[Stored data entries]
+ + + +

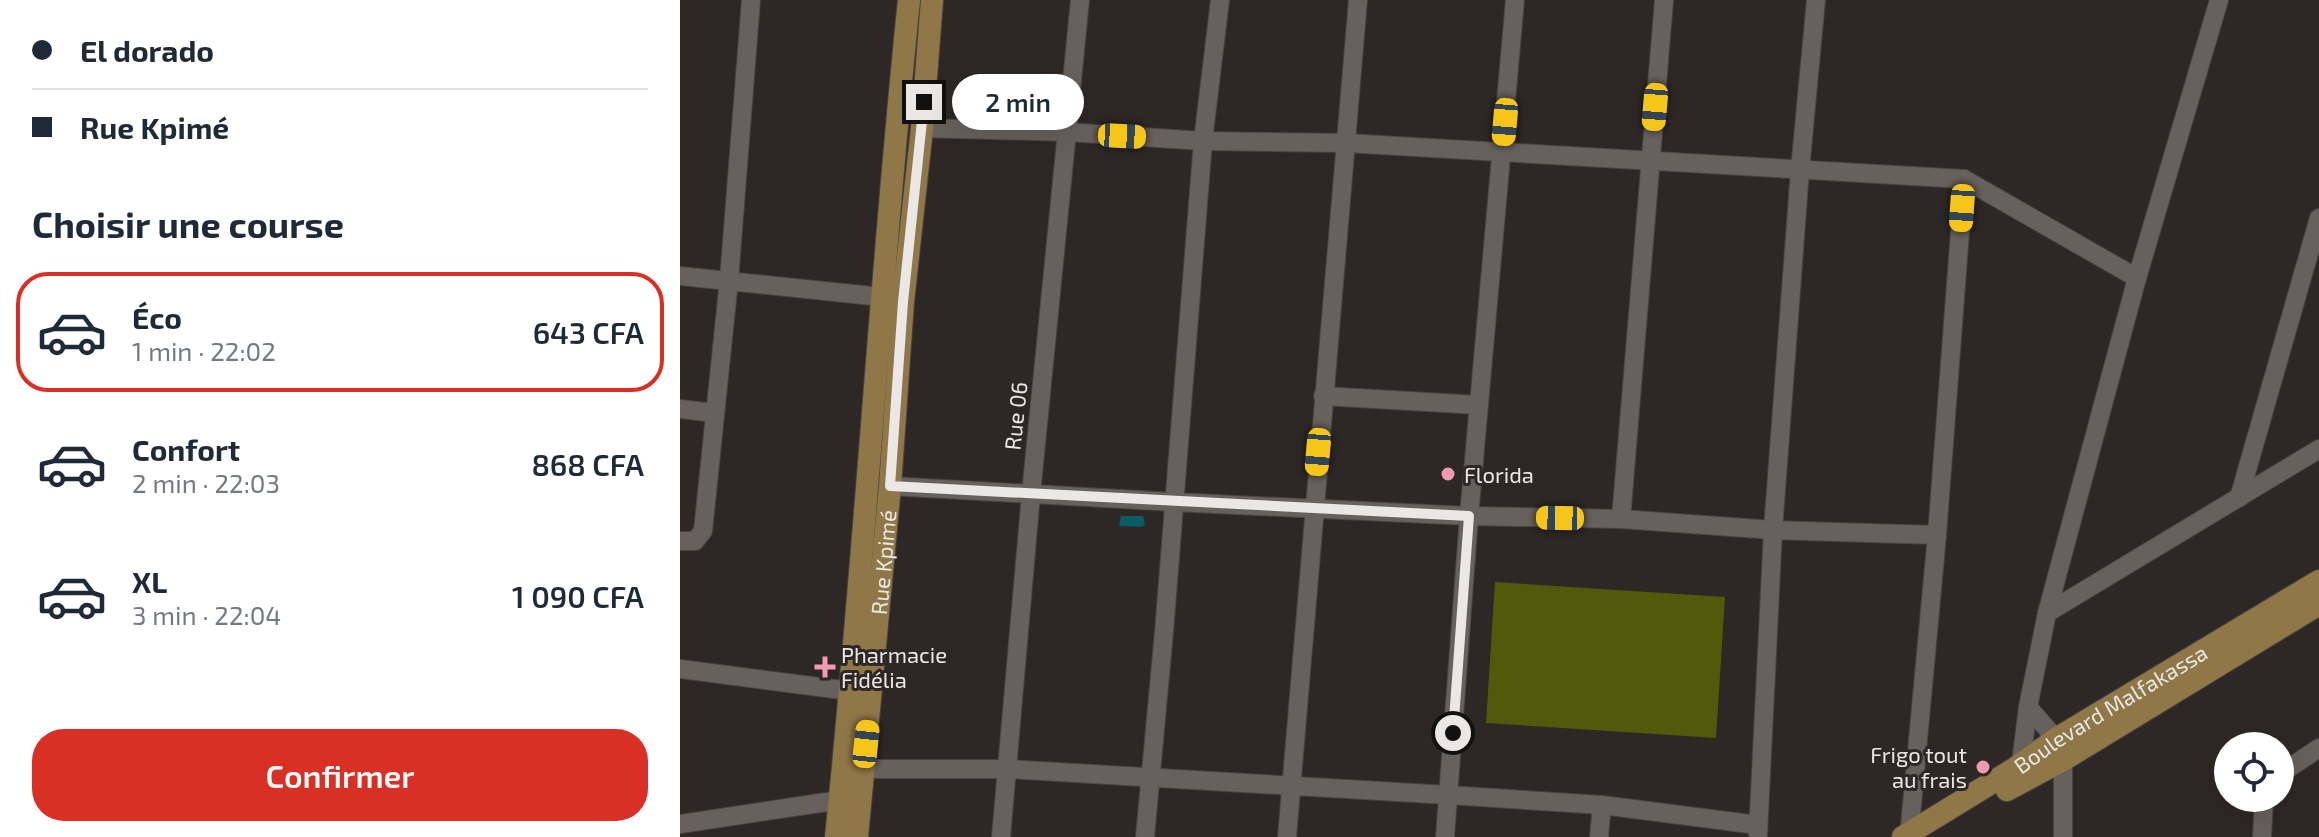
<!DOCTYPE html>
<html lang="fr">
<meta charset="utf-8">
<style>
:root{--surface:#fff;--page:#f2f2f3;--text:#1f2937;--muted:#747a83;--line:#e0e1e3;--accent:#d93025}
body{margin:0;font-family:"Exo 2",sans-serif;background:var(--page);color:var(--text);height:100vh;display:flex;flex-direction:column;font-size:30px;white-space:nowrap}
*{box-sizing:border-box;margin:0}
p{font-size:26px;color:var(--muted)}
.icon{flex:none;width:44px;height:44px;fill:none;stroke:currentColor;stroke-width:2;stroke-linecap:round;stroke-linejoin:round}
.map{position:relative;flex:1;overflow:hidden}
.sheet{display:flex;flex-direction:column;background:var(--surface);width:680px}
.sheet>*{flex:none}
.top-card{display:grid;align-content:center;height:176px;padding:0 32px;background:var(--surface)}
.buttons{position:absolute;left:1534px;top:732px;display:grid;gap:16px}
.buttons a{display:grid;place-items:center;width:80px;height:80px;border-radius:50%;background:var(--surface);box-shadow:0 8px 32px #0002;font-size:40px}
.end{position:absolute;width:36px;height:36px;margin:-18px;border:10px solid #ebe7e5;background:#111;box-shadow:0 0 0 4px #111}
.from{border-radius:50%}
.bubble{position:absolute;height:56px;border-radius:28px;background:var(--surface);box-shadow:0 8px 32px #0002;font-size:26px;font-weight:600;line-height:56px;text-align:center}
.car{position:absolute;width:24px;height:48px;margin:-24px -12px;border-radius:10px;box-shadow:0 0 6px 2px #0007;background:linear-gradient(#f5c518 24%,#345 0 40%,#f5c518 0 76%,#345 0 86%,#f5c518 0)}
.top-card b{display:flex;align-items:center;gap:28px;height:76px;font-size:30px}
.top-card b+b{border-top:2px solid var(--line)}
.top-card i{width:20px;height:20px;background:var(--text)}
ul{padding:0;list-style:none}
li{display:flex;align-items:center;gap:24px;height:120px;margin:0 16px 12px;padding:0 16px;border:4px solid transparent;border-radius:32px}
li div{flex:1}
li b{display:block;font-size:30px}
li em{font-style:normal;font-weight:600}
li.on{border-color:var(--accent)}
li>.icon{width:72px;height:72px;stroke-width:1.5}
h2{padding:0 32px;font-size:36px;line-height:96px}
.button{display:flex;gap:16px;margin-top:auto;padding:16px 32px}
.button a{flex:1;height:92px;border-radius:32px;background:var(--accent);color:#fff;font-size:32px;font-weight:600;line-height:92px;text-align:center}
main{display:flex;flex:1;min-height:0}
.map>svg:first-child{display:block}
.green{fill:#53580a}
.water{fill:#095d64}
.lines{fill:none;stroke-linecap:round;stroke-linejoin:round}
.minor-casing{stroke:#494442;stroke-width:20}
.major-casing{stroke:#494442;stroke-width:24}
.minor{stroke:#67615d;stroke-width:18}
.major{stroke:#8f7748;stroke-width:22}
.route{stroke:#ebe7e5;stroke-width:10}
.poi-dot{fill:#f09ab5;stroke:#2d2825;stroke-width:3}
.labels{text-anchor:middle;dominant-baseline:central;stroke-width:6;stroke-linejoin:round;paint-order:stroke}
.street-label{font-size:22px;fill:#ebe7e5;stroke:#2d2825}
.poi-label{font-size:22px;fill:#ebe7e5;stroke:#2d2825;text-anchor:start}
</style>
<main>
<section class="sheet">
<div class="top-card">
<b><i class="from"></i>El dorado</b>
<b><i></i>Rue Kpimé</b>
</div>
<h2>Choisir une course</h2>
<ul>
<li class="on"><svg class="icon" aria-label="car" viewBox="0 0 24 24"><path d="M5 17H2v-5l4-1 3-4h7l3 4 3 1v5h-3M9 17h6M6 11h13"/><circle cx="7" cy="17" r="2"/><circle cx="17" cy="17" r="2"/></svg><div><b>Éco</b><p>1 min · 22:02</p></div><em>643 CFA</em></li>
<li><svg class="icon" aria-label="car" viewBox="0 0 24 24"><path d="M5 17H2v-5l4-1 3-4h7l3 4 3 1v5h-3M9 17h6M6 11h13"/><circle cx="7" cy="17" r="2"/><circle cx="17" cy="17" r="2"/></svg><div><b>Confort</b><p>2 min · 22:03</p></div><em>868 CFA</em></li>
<li><svg class="icon" aria-label="car" viewBox="0 0 24 24"><path d="M5 17H2v-5l4-1 3-4h7l3 4 3 1v5h-3M9 17h6M6 11h13"/><circle cx="7" cy="17" r="2"/><circle cx="17" cy="17" r="2"/></svg><div><b>XL</b><p>3 min · 22:04</p></div><em>1 090 CFA</em></li>
</ul>
<div class="button"><a>Confirmer</a></div>
</section>
<div class="map">
<svg width="1639" height="837" viewBox="0 0 1639 837">
<rect width="100%" height="100%" fill="#2d2825"/>
<path class="green" d="M815 582 1045 597 1036 738 806 723Z"/>
<path class="water" d="M441 516H463L465 524 462 527 439 526Z"/>
<g class="lines">
<defs>
<g id="minor">
<path d="M242 128 387 132 523 141 666 143 1284 179 1457 278"/>
<path d="M0 276 202 297"/>
<path d="M643 396 799 405"/>
<path d="M0 409 35 413"/>
<path d="M210 486 494 502 789 516 941 519 1093 530 1257 535"/>
<path d="M1559 498 1639 218"/>
<path d="M941 519 984 0"/>
<path d="M0 541H15L23 531 49 280 71 0"/>
<path d="M1367 613 1639 449"/>
<path d="M0 669 170 691"/>
<path d="M1348 707 1376 739 1383 760V837"/>
<path d="M184 769H327L768 795 922 805 1078 825"/>
<path d="M1340 771 1348 707 1367 613 1457 278 1539 0"/>
<path d="M1600 774 1639 748"/>
<path d="M0 824 160 800"/>
<path d="M1078 834 1093 530 1120 170 1136 0"/>
<path d="M321 837 351 494 400 0"/>
<path d="M465 837 484 632 523 141 540 0"/>
<path d="M607 837 678 0"/>
<path d="M765 837 789 516 835 0"/>
<path d="M919 837 922 805"/>
<path d="M1229 837 1257 535 1284 179"/>
<path d="M1582 837 1584 798"/>
</g>
<g id="major">
<path d="M1327 790 1383 760 1639 604"/>
<path d="M156 837C185 558 200 279 229 0"/>
<path id="s1" d="M177 837 210 486 223 302 242 128 252 0"/>
<path id="s2" d="M1223 837 1334 769 1376 739 1639 581"/>
</g>
</defs>
<use href="#minor" class="minor-casing"/>
<use href="#major" class="major-casing"/>
<use href="#minor" class="minor"/>
<use href="#major" class="major"/>
</g>
<g class="lines">
<path class="route" d="M244 102 223 302 210 486 789 516 773 733"/>
</g>
<g class="poi-dot">
<circle cx="768" cy="474" r="8"/>
<path d="M141 655h8v8h8v8h-8v8h-8v-8h-8v-8h8z"/>
<circle cx="1303" cy="767" r="8"/>
</g>
<g class="labels">
<g class="street-label">
<text transform="translate(335 416) rotate(-84)">Rue 06</text>
<text stroke="none"><textPath href="#s1" startOffset="276">Rue Kpimé</textPath></text>
<text stroke="none"><textPath href="#s2" startOffset="244">Boulevard Malfakassa</textPath></text>
</g>
<g class="poi-label">
<text x="784" y="474">Florida</text>
<text x="161" y="654">Pharmacie<tspan x="161" dy="25">Fidélia</tspan></text>
<text x="1287" y="754" text-anchor="end">Frigo tout<tspan x="1287" dy="25">au frais</tspan></text>
</g>
</g>
</svg>
<div class="buttons">
<a><svg class="icon" aria-label="locate" viewBox="0 0 24 24"><circle cx="12" cy="12" r="6"/><path d="M12 2v4M12 18v4M2 12h4M18 12h4"/></svg></a>
</div>
<i class="end from" style="left:773px;top:733px"></i>
<i class="end" style="left:244px;top:102px"></i>
<div class="bubble" style="left:272px;top:74px;width:132px">2 min</div>
<i class="car" style="left:975px;top:107px;rotate:185deg"></i>
<i class="car" style="left:825px;top:122px;rotate:185deg"></i>
<i class="car" style="left:442px;top:136px;rotate:93deg"></i>
<i class="car" style="left:1282px;top:208px;rotate:184deg"></i>
<i class="car" style="left:638px;top:452px;rotate:185deg"></i>
<i class="car" style="left:880px;top:518px;rotate:271deg"></i>
<i class="car" style="left:186px;top:744px;rotate:6deg"></i>
</div>
</main>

+ + + +

Scan the records above for the word "weight" and return every line where it occurs.

Written answer:
.bubble{position:absolute;height:56px;border-radius:28px;background:var(--surface);box-shadow:0 8px 32px #0002;font-size:26px;font-weight:600;line-height:56px;text-align:center}
li em{font-style:normal;font-weight:600}
.button a{flex:1;height:92px;border-radius:32px;background:var(--accent);color:#fff;font-size:32px;font-weight:600;line-height:92px;text-align:center}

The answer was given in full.